Karl Nolle, MdL

Sächsische Zeitung, 20.06.2009

Nolles Blockflöten-Buch sorgt für Misstöne bei der CDU

Die Materialsammlung über Biografien von hohen CDU-Funktionären birgt neuen Ost-Zündstoff.
 
Die Lachshäppchen durften an Karl Nolles großem Tag nicht fehlen. Sichtlich vergnügt und stolz präsentierte der SPD-Landtagsabgeordnete gestern sein Erstlingswerk „Sonate für Blockflöten und Schalmeien“ im Dresdner Landtag.

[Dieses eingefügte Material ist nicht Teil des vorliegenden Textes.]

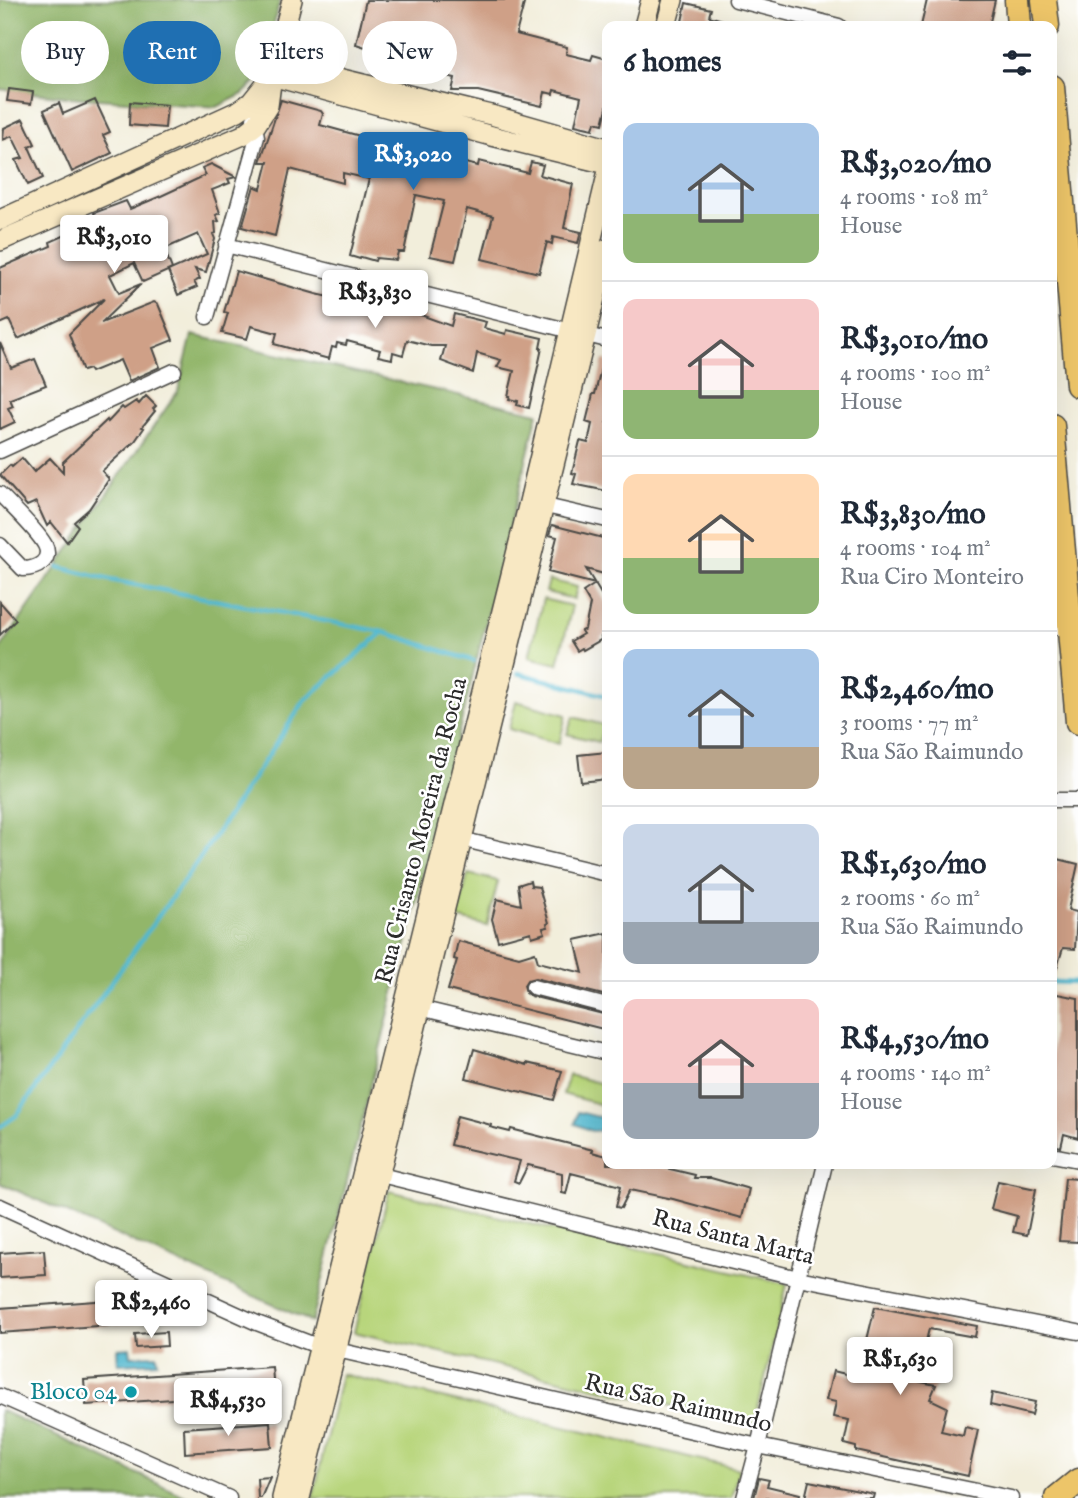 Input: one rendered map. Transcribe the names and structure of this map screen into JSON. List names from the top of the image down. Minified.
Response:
{"streets":{"main road":["Rua Crisanto Moreira da Rocha"],"street":["Rua Santa Marta","Rua São Raimundo"]},"crossings":[["Rua Crisanto Moreira da Rocha","Rua Santa Marta"],["Rua Crisanto Moreira da Rocha","Rua São Raimundo"]],"places":["Bloco 04"],"page":{"chip":["Buy","Rent","Filters","New"],"heading":"6 homes","list":[{"name":"R$3,020/mo","note":"4 rooms · 108 m² · House"},{"name":"R$3,010/mo","note":"4 rooms · 100 m² · House"},{"name":"R$3,830/mo","note":"4 rooms · 104 m² · Rua Ciro Monteiro"},{"name":"R$2,460/mo","note":"3 rooms · 77 m² · Rua São Raimundo"},{"name":"R$1,630/mo","note":"2 rooms · 60 m² · Rua São Raimundo"},{"name":"R$4,530/mo","note":"4 rooms · 140 m² · House"}],"price":["R$3,020","R$3,010","R$3,830","R$2,460","R$1,630","R$4,530"]}}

Mit sechsmonatiger Verspätung legt der „Chefaufklärer“ damit sein mit Spannung erwartetes Buch über die „Kollaboration heutiger CDU-Funktionäre im SED-Regime“ vor. So lautet der Untertitel seines im Eigenverlag erschienenen Buches. Auf 336 Seiten listet der Dresdner Druckerei-Besitzer die Werdegänge von früheren Mitgliedern der CDU-Blockpartei in der DDR bis in die heutige Staatsspitze des Freistaats auf – vom Abgeordneten, über Landräte, Minister bis zum Ministerpräsidenten. „Meine Motivation ist die Doppelmoral der Mächtigen im Land“, so Nolle. Es sei „kein pauschaler Angriff auf die CDU“ – auch wenn nur Unions-Biografien enthalten sind. „Nicht die Biografien sind eine Schande, sondern der heutige Umgang damit“, kritisiert Nolle. „Karrieristen, Wendehälse, Janusköpfe“ hätten ihn darum besonders interessiert.

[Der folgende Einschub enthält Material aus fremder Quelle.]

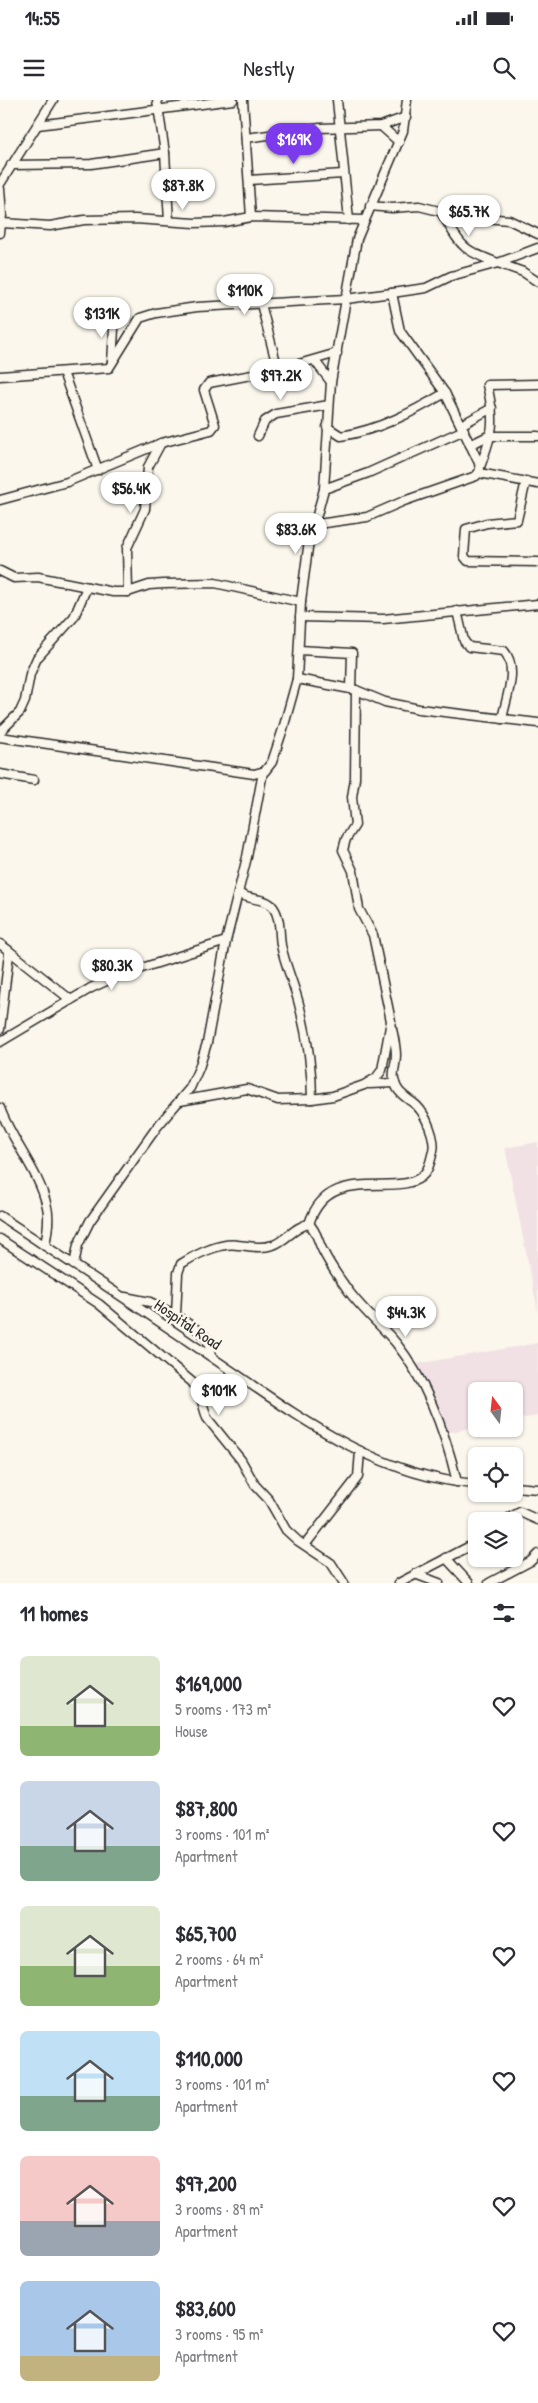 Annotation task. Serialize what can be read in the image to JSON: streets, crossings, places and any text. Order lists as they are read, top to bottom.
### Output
{
  "streets": {
    "street": ["Hospital Road"]
  },
  "north": "top",
  "page": {
    "status": "14:55",
    "header": "Nestly",
    "price": [
      "$169K",
      "$87.8K",
      "$65.7K",
      "$110K",
      "$131K",
      "$97.2K",
      "$56.4K",
      "$83.6K",
      "$80.3K",
      "$44.3K",
      "$101K"
    ],
    "heading": "11 homes",
    "list": [
      {
        "name": "$169,000",
        "note": "5 rooms · 173 m² · House"
      },
      {
        "name": "$87,800",
        "note": "3 rooms · 101 m² · Apartment"
      },
      {
        "name": "$65,700",
        "note": "2 rooms · 64 m² · Apartment"
      },
      {
        "name": "$110,000",
        "note": "3 rooms · 101 m² · Apartment"
      },
      {
        "name": "$97,200",
        "note": "3 rooms · 89 m² · Apartment"
      },
      {
        "name": "$83,600",
        "note": "3 rooms · 95 m² · Apartment"
      }
    ]
  }
}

Auch in der SPD ist die persönliche Abrechnung Nolles umstritten. Und so versuchte der frühere Chef der Landtagsfraktion, Cornelius Weiss, die absehbar neue Aufregung um das Buch gestern bereits abzufedern. „Es ist keine Anklageschrift, es handelt sich nicht um einen Kreuzzug“. Doch die „schmerzliche Auseinandersetzung mit der Vergangenheit“ sei notwendig, „um weiterer Legendenbildung vorzubeugen“, so Weiss.

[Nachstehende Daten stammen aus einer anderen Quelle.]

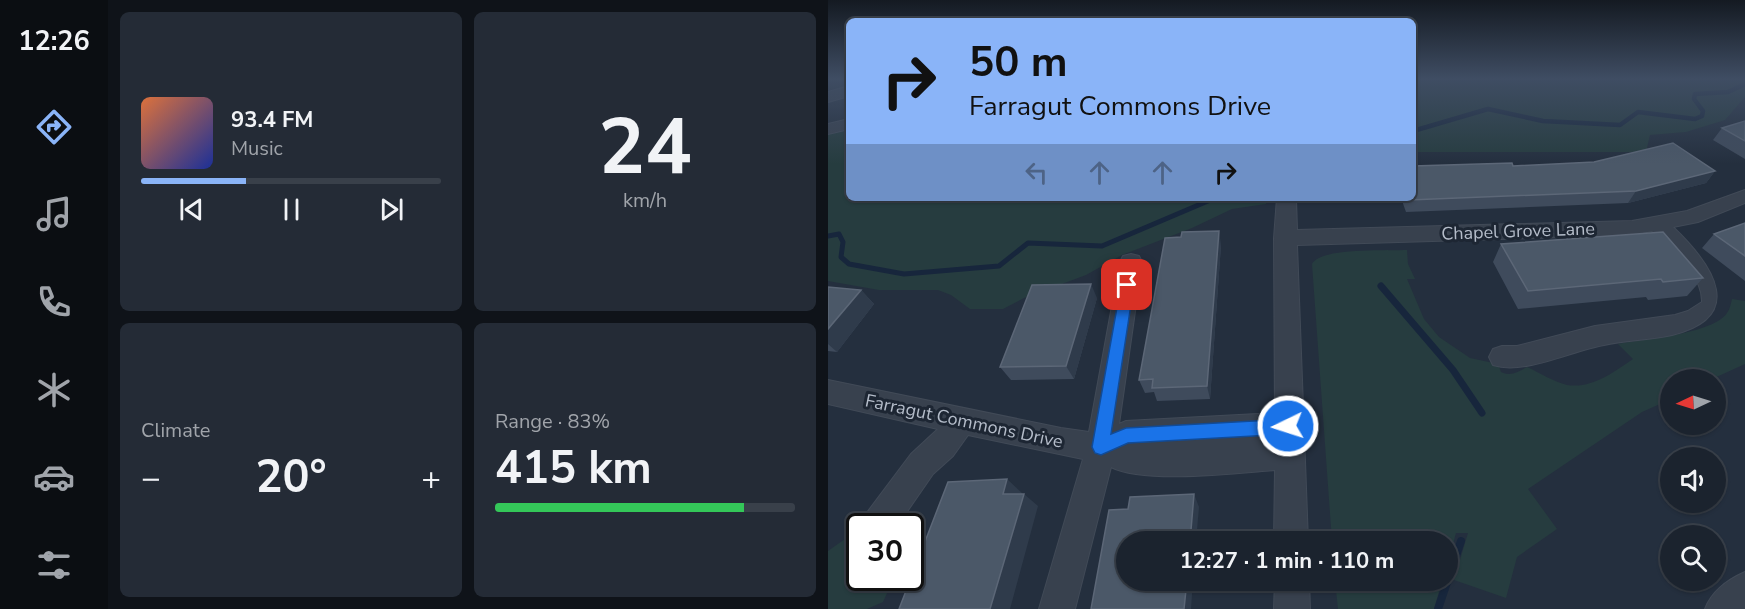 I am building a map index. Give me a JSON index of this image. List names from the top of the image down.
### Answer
{
  "streets": {
    "street": ["Chapel Grove Lane", "Farragut Commons Drive"]
  },
  "north": "left",
  "page": {
    "tabs": "12:26",
    "tile": [
      ["24", "km/h"],
      "Climate",
      ["Range · 83%", "415 km"]
    ],
    "turn": ["50 m", "Farragut Commons Drive"],
    "song": ["93.4 FM", "Music"],
    "heat": ["−", "20°", "+"],
    "limit": "30",
    "trip": "12:27 · 1 min · 110 m"
  }
} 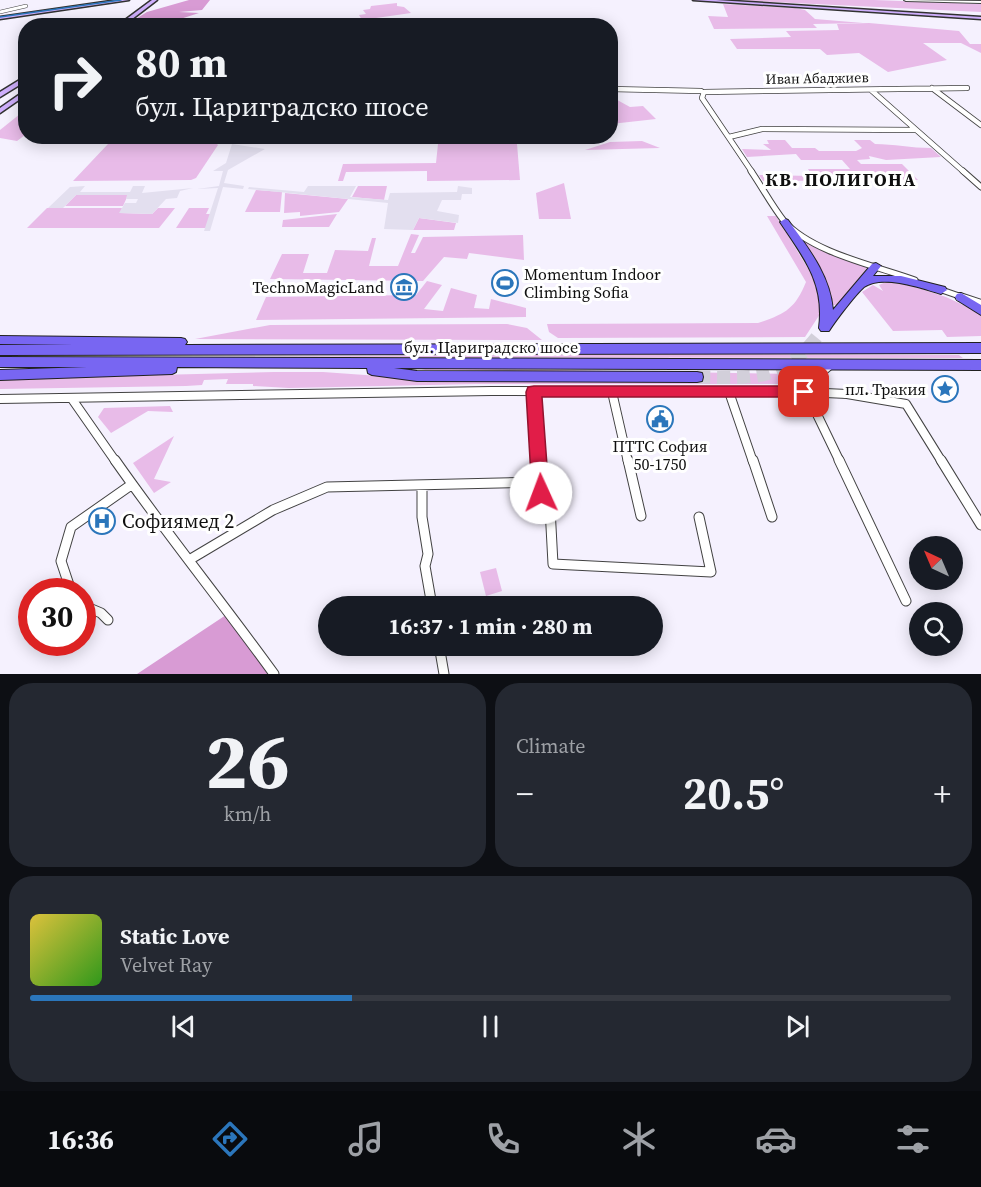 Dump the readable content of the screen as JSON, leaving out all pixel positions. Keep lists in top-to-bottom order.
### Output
{
  "streets": {
    "highway": ["бул. Цариградско шосе"],
    "street": ["Иван Абаджиев"]
  },
  "districts": ["КВ. ПОЛИГОНА"],
  "places": {
    "sports": ["Momentum Indoor Climbing Sofia"],
    "museum": ["TechnoMagicLand"],
    "place": ["пл. Тракия"],
    "public building": ["ПТТС София 50-1750"],
    "hospital": ["Софиямед 2"]
  },
  "north": "top left",
  "page": {
    "turn": ["80 m", "бул. Цариградско шосе"],
    "limit": "30",
    "trip": "16:37 · 1 min · 280 m",
    "tile": [
      ["26", "km/h"],
      "Climate"
    ],
    "heat": ["−", "20.5°", "+"],
    "song": ["Static Love", "Velvet Ray"],
    "tabs": "16:36"
  }
}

Neu-alte Vorwürfe gegen Tillich

Nolles erste Hörprobe seiner brisanten Blockflöten-Partitur konzentrierte sich erneut auf Ministerpräsident Stanislaw Tillich. Pünktlich zum Verkaufsstart des Nolle-Buches präsentierte die Zeitung „Die Welt“ zeitgleich eine neue Variante der früheren Tätigkeit Tillichs im Rat des Kreises der Stadt Kamenz. Bis Anfang 1990 war Tillich dort als Stellvertreter des Vorsitzenden für Handel und Versorgung tätig. Im Dezember 1989 habe er an der Enteignung eines Hausbesitzers in Kamenz mitgewirkt. Ein Protokoll belegt zumindest Tillichs Anwesenheit bei der Sitzung.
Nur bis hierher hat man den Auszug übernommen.